Collected data:
========================
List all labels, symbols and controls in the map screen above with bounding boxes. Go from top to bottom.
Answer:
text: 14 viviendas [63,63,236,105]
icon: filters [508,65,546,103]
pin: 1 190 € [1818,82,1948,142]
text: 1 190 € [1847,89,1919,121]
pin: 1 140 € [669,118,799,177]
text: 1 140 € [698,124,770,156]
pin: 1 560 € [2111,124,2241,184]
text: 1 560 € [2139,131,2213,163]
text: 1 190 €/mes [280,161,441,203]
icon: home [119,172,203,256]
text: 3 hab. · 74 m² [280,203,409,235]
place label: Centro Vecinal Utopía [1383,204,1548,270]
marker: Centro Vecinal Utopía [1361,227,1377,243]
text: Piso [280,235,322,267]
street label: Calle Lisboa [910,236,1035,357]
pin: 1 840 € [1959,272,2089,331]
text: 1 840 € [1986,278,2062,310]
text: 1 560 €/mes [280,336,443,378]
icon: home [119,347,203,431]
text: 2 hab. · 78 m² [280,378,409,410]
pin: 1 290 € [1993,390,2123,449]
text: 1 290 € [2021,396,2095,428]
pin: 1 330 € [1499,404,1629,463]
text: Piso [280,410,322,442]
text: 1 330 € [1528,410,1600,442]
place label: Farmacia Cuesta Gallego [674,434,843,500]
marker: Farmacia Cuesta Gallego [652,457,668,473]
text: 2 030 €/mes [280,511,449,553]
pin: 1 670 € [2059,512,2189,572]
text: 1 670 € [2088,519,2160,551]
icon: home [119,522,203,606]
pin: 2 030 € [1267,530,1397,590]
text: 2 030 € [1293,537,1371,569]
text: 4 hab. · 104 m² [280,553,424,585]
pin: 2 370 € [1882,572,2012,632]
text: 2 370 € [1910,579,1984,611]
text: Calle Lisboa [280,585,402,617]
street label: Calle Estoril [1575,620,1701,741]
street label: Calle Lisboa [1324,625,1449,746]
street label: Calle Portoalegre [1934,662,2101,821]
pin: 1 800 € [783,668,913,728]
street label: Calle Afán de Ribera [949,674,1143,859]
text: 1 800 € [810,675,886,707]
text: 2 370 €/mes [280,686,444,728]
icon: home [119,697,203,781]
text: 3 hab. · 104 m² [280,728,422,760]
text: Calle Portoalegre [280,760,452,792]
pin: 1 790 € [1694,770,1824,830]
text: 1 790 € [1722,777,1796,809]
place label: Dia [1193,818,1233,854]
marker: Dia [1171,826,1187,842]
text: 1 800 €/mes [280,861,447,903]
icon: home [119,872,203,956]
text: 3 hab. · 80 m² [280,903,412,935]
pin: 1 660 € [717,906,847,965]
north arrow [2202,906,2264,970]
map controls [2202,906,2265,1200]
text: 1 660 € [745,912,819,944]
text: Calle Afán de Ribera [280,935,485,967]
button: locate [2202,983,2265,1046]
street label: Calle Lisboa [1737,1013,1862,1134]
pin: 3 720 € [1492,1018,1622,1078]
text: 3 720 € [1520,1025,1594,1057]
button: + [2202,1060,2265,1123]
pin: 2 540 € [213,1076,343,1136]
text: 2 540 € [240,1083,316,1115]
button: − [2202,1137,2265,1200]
========================
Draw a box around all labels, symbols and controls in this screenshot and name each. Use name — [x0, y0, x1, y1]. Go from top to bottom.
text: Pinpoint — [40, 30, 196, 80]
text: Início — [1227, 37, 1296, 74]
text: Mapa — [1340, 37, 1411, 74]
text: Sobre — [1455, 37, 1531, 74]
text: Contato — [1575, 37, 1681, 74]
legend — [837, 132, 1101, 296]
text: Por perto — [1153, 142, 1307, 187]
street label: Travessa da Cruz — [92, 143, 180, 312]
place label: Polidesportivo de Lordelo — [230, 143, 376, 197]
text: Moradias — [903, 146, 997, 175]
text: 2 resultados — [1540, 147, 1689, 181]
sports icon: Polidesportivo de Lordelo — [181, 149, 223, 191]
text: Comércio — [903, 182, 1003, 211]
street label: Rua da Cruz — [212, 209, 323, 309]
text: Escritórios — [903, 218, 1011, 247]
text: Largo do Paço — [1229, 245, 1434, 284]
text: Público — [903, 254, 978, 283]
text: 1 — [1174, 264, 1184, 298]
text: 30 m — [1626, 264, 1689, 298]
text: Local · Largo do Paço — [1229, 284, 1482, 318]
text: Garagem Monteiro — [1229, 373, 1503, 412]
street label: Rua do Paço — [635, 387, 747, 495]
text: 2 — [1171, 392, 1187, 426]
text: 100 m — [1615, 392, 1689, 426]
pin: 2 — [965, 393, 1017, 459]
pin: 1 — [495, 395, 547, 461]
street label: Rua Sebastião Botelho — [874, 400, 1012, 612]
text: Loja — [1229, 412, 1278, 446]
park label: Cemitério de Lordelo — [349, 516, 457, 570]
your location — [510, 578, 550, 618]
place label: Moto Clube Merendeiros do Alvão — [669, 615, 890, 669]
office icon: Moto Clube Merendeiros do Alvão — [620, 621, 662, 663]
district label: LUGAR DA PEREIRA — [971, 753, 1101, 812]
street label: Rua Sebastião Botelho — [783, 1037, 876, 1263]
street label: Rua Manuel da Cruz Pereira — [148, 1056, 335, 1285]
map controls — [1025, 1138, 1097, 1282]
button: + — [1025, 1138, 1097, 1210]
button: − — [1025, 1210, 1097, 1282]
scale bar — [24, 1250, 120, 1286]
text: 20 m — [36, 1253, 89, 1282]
========================
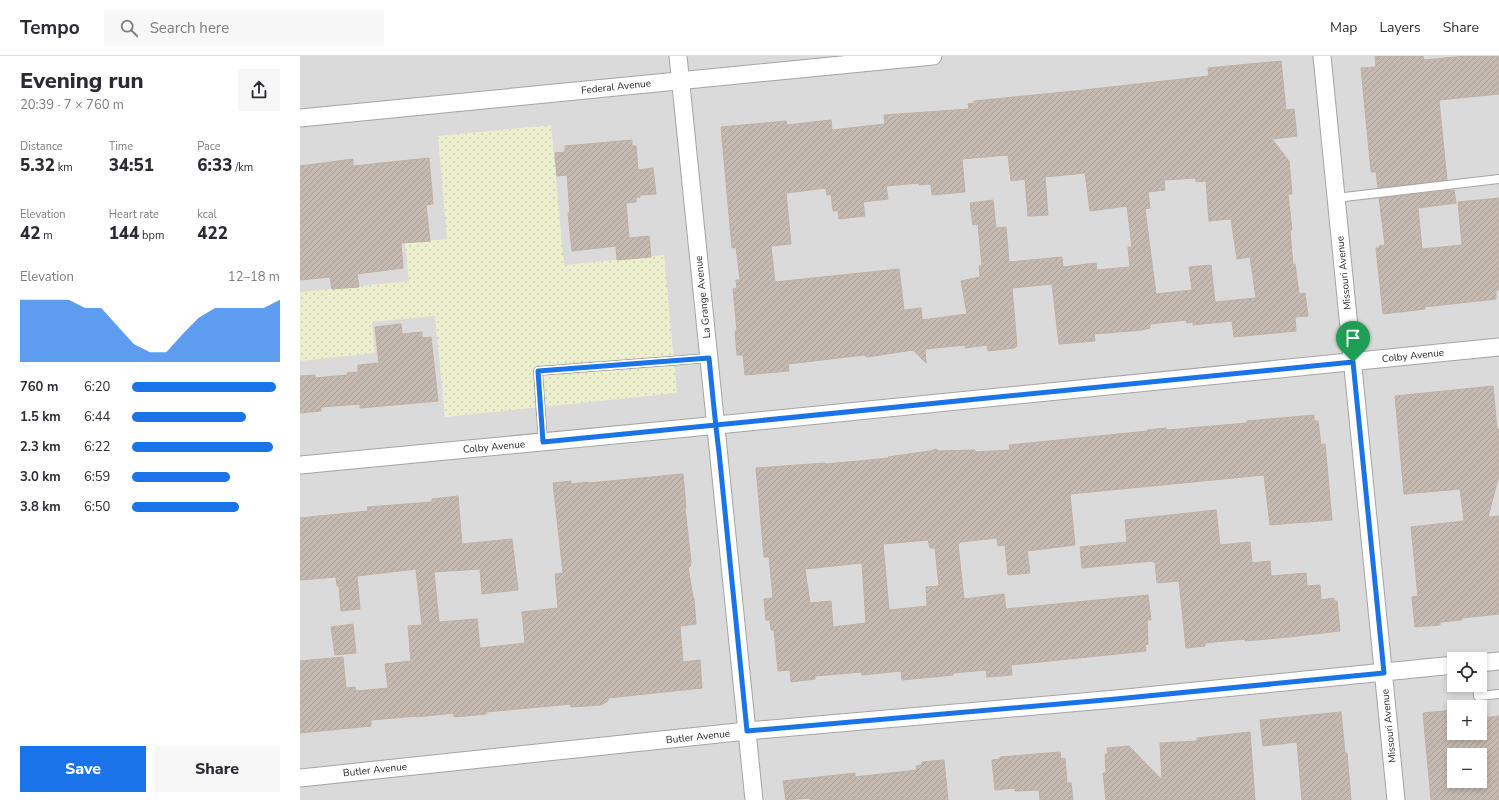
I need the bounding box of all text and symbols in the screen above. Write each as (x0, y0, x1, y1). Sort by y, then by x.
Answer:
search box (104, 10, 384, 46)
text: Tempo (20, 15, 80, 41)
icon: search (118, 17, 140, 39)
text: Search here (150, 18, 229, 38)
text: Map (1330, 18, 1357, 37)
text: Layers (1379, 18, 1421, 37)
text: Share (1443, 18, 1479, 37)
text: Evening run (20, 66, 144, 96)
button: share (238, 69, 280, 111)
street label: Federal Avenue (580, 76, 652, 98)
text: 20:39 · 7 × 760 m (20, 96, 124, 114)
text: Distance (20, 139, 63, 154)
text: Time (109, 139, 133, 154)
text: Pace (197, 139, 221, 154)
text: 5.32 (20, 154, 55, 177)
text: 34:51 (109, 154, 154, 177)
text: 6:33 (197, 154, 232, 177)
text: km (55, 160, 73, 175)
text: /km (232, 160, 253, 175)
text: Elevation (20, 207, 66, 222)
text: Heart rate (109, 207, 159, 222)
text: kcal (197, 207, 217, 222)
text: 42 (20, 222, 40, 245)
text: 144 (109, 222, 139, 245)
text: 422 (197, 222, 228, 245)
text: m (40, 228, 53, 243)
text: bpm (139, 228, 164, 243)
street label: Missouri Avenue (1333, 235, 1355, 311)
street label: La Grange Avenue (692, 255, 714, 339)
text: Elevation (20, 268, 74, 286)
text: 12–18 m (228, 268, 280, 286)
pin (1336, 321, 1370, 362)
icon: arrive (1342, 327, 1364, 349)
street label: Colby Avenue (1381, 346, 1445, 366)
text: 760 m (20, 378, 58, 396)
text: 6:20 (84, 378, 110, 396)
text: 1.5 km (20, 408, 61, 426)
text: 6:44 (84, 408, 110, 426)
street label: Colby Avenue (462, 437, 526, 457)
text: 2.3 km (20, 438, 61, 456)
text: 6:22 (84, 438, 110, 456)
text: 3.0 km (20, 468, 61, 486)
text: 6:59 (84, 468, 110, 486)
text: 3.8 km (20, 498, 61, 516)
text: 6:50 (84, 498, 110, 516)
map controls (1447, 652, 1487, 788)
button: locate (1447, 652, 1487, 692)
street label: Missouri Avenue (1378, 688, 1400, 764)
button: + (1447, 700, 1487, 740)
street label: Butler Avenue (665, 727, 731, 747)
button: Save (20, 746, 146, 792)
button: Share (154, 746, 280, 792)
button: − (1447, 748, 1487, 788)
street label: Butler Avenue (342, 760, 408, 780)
========================
EXERCISE DIRECTIONS: Which lines of the data hold the string "Centro"? Return each of them.

EXERCISE RESULT:
place label: Centro Vecinal Utopía [1383,204,1548,270]
marker: Centro Vecinal Utopía [1361,227,1377,243]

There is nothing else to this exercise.